Ça m’impressionnait un peu, ces deux après-midis, de m’y risquer comme ça, pour voir, renifler, photographier. Et puis quelques rencontres aussi, celles prévues, ou celles qui naissent justement parce qu’on est là, qu’on boit un Coca au petit bistrot après s’être fadé les 100 marches depuis le RER Lozère.

Alors pensez, un vendredi de fin d’après-midi et d’avant pont de Pentecôte, après très belle et longue discussion près du lac, le plaisir d’arpenter les couloirs à son gré. Avantage de ces campus avec de la place : chacun vaque, les portes sont ouvertes sur les couloirs, il y a encore du monde affairé, des jeunes têtes, une multitude de langues.
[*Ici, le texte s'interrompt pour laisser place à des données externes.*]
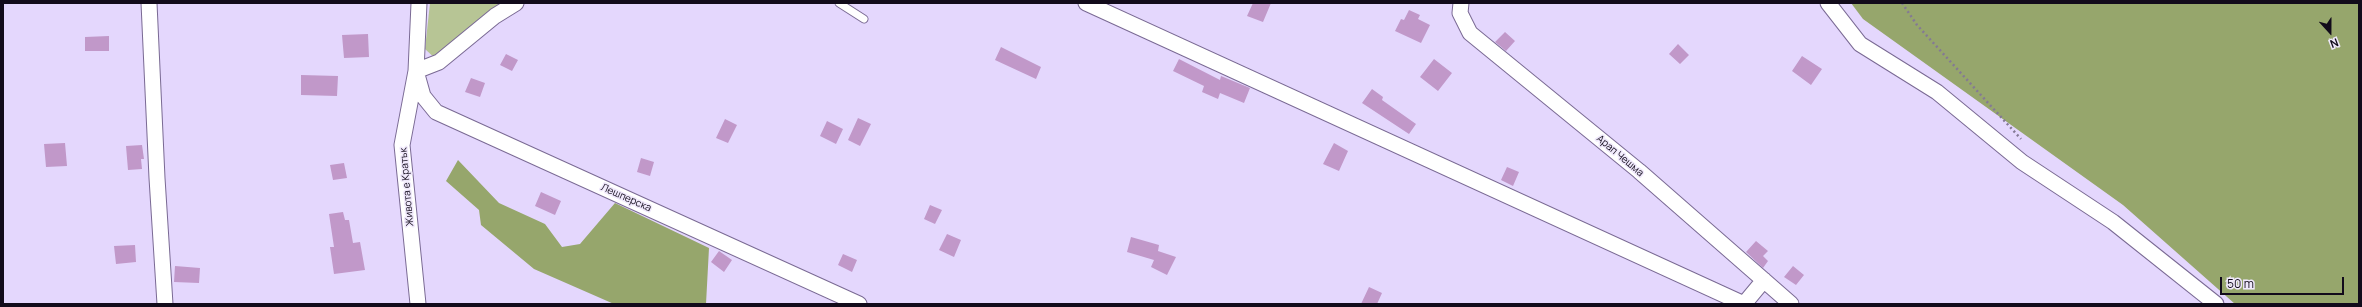 <!DOCTYPE html>
<meta charset="utf-8">
<style>
body{margin:0}
#map{position:relative;width:2362px;height:307px;overflow:hidden;background:#e4d7fd;font-family:Manrope,sans-serif}
canvas{display:block}
.frame{position:absolute;inset:0;border:4px solid #120b1b;pointer-events:none}
.north{position:absolute;left:2310px;top:12px;width:40px;height:40px;-webkit-text-stroke:3px #efe8fb;paint-order:stroke;rotate:159deg;font-size:11px;font-weight:700;line-height:16px;text-align:center;color:#120b1b}
.north::after{content:'';display:block;margin:auto;width:14px;height:18px;background:#120b1b;clip-path:polygon(50% 0,100% 100%,50% 72%,0 100%)}
.scale{position:absolute;left:2220px;top:277px;width:124px;height:18px;box-sizing:border-box;border:2px solid #120b1b;border-top:0;padding-left:5px;font-size:12px;line-height:14px;white-space:nowrap;color:#120b1b;-webkit-text-stroke:3px #efe8fb;paint-order:stroke}
</style>
<div id="map">
<canvas width="2362" height="307"></canvas>
<div class="frame"></div>
<div class="north">N</div>
<div class="scale">50 m</div>
</div>
<script>
const g = document.querySelector('canvas').getContext('2d');
g.lineJoin = 'round';
function fill(path, color) { g.fillStyle = color; g.fill(path, 'evenodd'); }
function trace(path, color, width, dash) { g.strokeStyle = color; g.lineWidth = width; g.lineCap = dash ? 'butt' : 'round'; g.setLineDash(dash || []); g.stroke(path); }
function drawText(font, color, halo, rows, align = 'center') {
  g.font = font + ' Manrope,sans-serif'; g.lineWidth = 3; g.setLineDash([]); g.textBaseline = 'middle'; g.strokeStyle = halo; g.fillStyle = color; for (const [text, x, y, turn = 0] of rows) {
    g.save(); g.translate(x, y); g.rotate((+turn || 0) * Math.PI / 180); g.textAlign = isNaN(turn) ? turn : align; if (halo) g.strokeText(text, 0, 0); g.fillText(text, 0, 0); g.restore();
  }
}
fill(new Path2D(`
 M430 3H516L439 62 425 49Z`), '#b7c595');
fill(new Path2D(`
 M1851 3H2359V304H2235L2123 205 1863 19Z
 M458 160 499 203 545 224 562 247 580 244 615 203 709 248 706 304H614L534 269 481 225 479 210 446 181Z`), '#96a66c');
fill(new Path2D(`
 M1253 3H1271L1263 22 1247 16Z
 M1409 10 1420 15 1418 19 1430 25 1421 43 1395 31 1401 19 1404 20Z
 M1505 32 1515 41 1506 51 1495 42Z
 M368 34 369 57 344 58 342 35Z
 M109 36V51H85V37Z
 M1678 44 1689 55 1680 64 1669 54Z
 M1001 47 1041 67 1036 79 995 60Z
 M506 54 518 60 512 71 500 65Z
 M1802 56 1822 69 1811 85 1792 71Z
 M1179 59 1220 80 1221 76 1250 88 1244 103 1220 93 1218 99 1202 92 1204 86 1173 71Z
 M1434 59 1452 73 1438 91 1420 77Z
 M301 75 338 76 337 96 301 95Z
 M471 78 485 83 480 97 465 92Z
 M1372 89 1383 97 1382 100 1416 124 1409 134 1362 103Z
 M858 118 871 124 860 146 848 140Z
 M725 119 737 125 728 143 716 138Z
 M827 121 843 129 836 144 820 136Z
 M65 143 67 166 46 167 44 144Z
 M1334 143 1348 151 1339 171 1323 164Z
 M142 145 144 159H141L142 169 128 170 126 146Z
 M641 158 654 162 650 176 637 172Z
 M344 163 347 178 333 180 330 165Z
 M1507 167 1519 172 1513 186 1501 180Z
 M541 192 561 201 555 215 535 206Z
 M930 205 942 210 935 224 924 219Z
 M343 212 345 220H349L353 243 360 242 365 270 334 274 330 247H334L329 214Z
 M947 234 961 240 954 257 939 250Z
 M1131 237 1159 245 1158 251 1176 257 1167 275 1151 267 1154 260 1127 252Z
 M1756 241 1768 251 1763 256 1768 261 1763 268 1746 252Z
 M135 245 136 262 116 264 114 246Z
 M719 251 732 260 724 272 711 262Z
 M843 254 857 260 852 272 838 265Z
 M175 266 200 268 199 283 174 282Z
 M1793 266 1804 275 1796 285 1784 277Z
 M1369 287 1382 293 1377 304H1361Z`), '#c198c9');
const service = new Path2D(`
 M839 3 864 19`);
const minor = new Path2D(`
 M149 3 157 178 165 304
 M1086 3 1744 304
 M1461 3 1460 13 1470 33 1639 171 1791 304
 M1828 3 1860 44 1937 92 2022 162 2113 222 2216 304
 M416 71 423 96 436 112 859 304
 M416 71 439 62 495 16 516 3
 M418 304 402 145 416 71 419 3
 M1744 304 1764 280`);
trace(service, '#7a6a94', 9);
trace(minor, '#7a6a94', 17);
trace(new Path2D(`
 M1902 3 1917 25 2021 139`), '#847995', 2.5, [2, 3]);
trace(service, '#fff', 7);
trace(minor, '#fff', 15);
drawText('10px', '#120b1b', '#efe8fb', [
 ["Арап Чешма",1620,156,40],
 ["Живота е Кратък",407,187,-95],
 ["Лешперска",626,198,24]
]);
</script>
Le bâtiment en forme de X, en surplomb du lac taillé en bicorne, n’auraient pas prédisposé à ce sentiment de s’y sentir libre et tranquille.

Et dans le couloir chimie, cette armoire. Pas ce qui manque, les armoires avec trois choses bizarres exposées, en général on n’y comprend rien. Juste du verre, la transparence et la complexité du verre. Et puis, quand même, l’idée que cet objet-là, sur l’étagère du dessus, ne sert à rien. Là commence la notion d’art ? Bien sûr que non. Elle est aussi dans ce qui sert.

Alors on regarde à travers la porte. La pièce est vide. On est parfaitement indiscrets. Et il est parfaitement interdit de photographier.

Au-dessus de la porte, l’indication souffleur de verre. Affiché sur la porte, l’indication maître-verrier. Et sur la table, en arrière, de très longs tubes faits sur mesure pour les expériences de chimie, d’une transparence parfaite, et la beauté d’autant plus immédiate que la lumière les traverse, et non pas les pauvres vitrines de l’armoire.

Reviennent alors les vieux rêves de chimie, et même d’alchimie, transmutations, distillations, mystère des transparences et des processus avec incantation. Ici apparemment (laser basse pression à oscillateur) les recherches aussi sont optiques....

Dans cette résidence, le miracle principal : ces portes qui s’ouvrent, qui deviennent visages, puis densité, puis temps. Et je commence à croire que notre position de marcheur n’est pas inutile : des 3 chercheurs rencontrés ces 2 jours à Polytechnique, nous sommes la seule intersection. Le souffleur de verre acceptera-t-il que nous lui rendions visite ?

Bien l’impression, en compensation, qu’on pourrait faire ici hommage moins convenu que celui de sa propre école, à Jean-Michel Wierniezky, meilleur ouvrier de France.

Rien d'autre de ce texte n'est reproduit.